Segundo o pagodeiro, o Grupo Schincariol, por meio da agência Fischer America, não vinha cumprindo promessas feitas quando da sua contratação em setembro do ano passado, como apoio a shows. Procurado, o Grupo Schincariol afirmou, por meio de sua assessoria de imprensa, que, a partir de agora, só se pronunciará sobre o assunto na Justiça.

Além disso, quem conhece Pagodinho sabe que a cerveja Brahma sempre foi a sua preferida, tanto em casa como nos bares. Por este raciocínio, que o cantor tem amadurecido nos últimos dias diante da repercussão da troca de marcas, a proposta de traição, tem afirmado a amigos, partiu primeiro da Nova Schin.

Pagodinho, que foi lançado pela mangueirense Beth Carvalho em 1981, também jura, de pés juntos, que nunca chegou a experimentar a Nova Schin e está chateado da vida com a afirmação do publicitário Eduardo Fischer de que é um ‘traíra’.

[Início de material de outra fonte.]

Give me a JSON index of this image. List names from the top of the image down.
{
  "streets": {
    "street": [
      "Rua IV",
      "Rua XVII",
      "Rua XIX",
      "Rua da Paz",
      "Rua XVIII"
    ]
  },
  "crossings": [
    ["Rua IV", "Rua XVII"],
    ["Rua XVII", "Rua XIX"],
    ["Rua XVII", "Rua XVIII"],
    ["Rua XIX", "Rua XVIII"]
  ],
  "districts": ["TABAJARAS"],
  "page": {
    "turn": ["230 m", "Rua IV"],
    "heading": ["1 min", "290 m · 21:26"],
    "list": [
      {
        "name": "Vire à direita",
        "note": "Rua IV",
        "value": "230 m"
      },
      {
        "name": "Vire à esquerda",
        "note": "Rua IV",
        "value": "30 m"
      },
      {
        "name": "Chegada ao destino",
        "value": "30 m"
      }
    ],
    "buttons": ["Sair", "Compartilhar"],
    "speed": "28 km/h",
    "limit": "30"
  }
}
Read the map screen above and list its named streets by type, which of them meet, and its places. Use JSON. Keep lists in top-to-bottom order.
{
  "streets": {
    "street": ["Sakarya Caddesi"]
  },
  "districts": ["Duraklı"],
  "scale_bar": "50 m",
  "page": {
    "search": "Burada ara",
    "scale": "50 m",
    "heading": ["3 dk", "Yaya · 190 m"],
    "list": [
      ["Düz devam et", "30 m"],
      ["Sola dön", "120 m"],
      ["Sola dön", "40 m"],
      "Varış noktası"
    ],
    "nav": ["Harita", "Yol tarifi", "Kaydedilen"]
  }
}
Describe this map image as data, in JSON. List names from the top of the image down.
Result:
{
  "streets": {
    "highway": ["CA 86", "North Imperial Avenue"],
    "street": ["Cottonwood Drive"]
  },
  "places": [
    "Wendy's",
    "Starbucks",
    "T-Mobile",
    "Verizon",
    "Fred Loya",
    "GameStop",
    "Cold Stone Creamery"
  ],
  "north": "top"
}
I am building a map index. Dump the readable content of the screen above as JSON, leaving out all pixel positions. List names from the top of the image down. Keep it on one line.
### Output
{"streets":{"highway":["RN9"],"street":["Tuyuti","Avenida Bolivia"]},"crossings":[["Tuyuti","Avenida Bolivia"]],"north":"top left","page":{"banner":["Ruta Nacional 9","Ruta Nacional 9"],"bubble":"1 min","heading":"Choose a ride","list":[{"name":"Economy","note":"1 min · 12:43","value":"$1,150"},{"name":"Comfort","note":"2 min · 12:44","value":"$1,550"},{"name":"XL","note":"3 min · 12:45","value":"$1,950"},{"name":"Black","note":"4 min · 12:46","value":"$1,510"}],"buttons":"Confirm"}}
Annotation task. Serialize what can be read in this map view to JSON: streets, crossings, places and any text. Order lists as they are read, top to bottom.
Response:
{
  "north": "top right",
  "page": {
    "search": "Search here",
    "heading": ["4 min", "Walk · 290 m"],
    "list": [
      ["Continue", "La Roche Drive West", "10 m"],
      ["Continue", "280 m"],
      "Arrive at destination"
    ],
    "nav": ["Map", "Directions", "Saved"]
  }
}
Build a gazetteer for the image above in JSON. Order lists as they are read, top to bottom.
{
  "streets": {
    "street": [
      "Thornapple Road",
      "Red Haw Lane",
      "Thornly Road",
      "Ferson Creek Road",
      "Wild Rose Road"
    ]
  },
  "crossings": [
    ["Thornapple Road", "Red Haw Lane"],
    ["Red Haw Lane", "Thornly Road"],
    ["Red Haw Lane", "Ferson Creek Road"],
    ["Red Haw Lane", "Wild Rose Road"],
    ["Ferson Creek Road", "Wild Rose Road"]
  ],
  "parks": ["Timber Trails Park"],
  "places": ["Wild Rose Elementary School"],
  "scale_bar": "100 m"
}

Para amigos próximos, Pagodinho diz que nunca experimentou a Nova Schin, nem nas gravações. ‘Eles sabiam disso porque tinham que comprar a Brahma para eu beber’, afirmou a um deles. Ele também acusa o Grupo Schincariol de não ter cumprido nem a metade do contrato assinado.

Pagodinho também tem dito, nos últimos dias, que com a Brahma tudo é diferente. Ele está feliz com o sucesso da música Amor de Verão, criada pelo publicitário Nizan Guanaes – da Africa e responsável pela campanha de Brahma – em parceria com Paulo César Bernardes, que tem como refrão ‘Fui provar outro sabor, eu sei/Mas não largo o meu amor, voltei’.

A Associação Brasileira das Agências de Publicidade (Abap), que reúne as maiores empesas do País, divulgou nota oficial em que lamenta que ‘uma peça publicitária tenha motivado uma ampla discussão sobre valores, ao mesmo tempo tão importantes e tão básicos, que não deveriam jamais ser postos em debate’. E prossegue, afirmando que valores como ética e respeito à leis e instituições foi o que fez com que a publicidade brasileira fosse respeitada em todo o mundo.’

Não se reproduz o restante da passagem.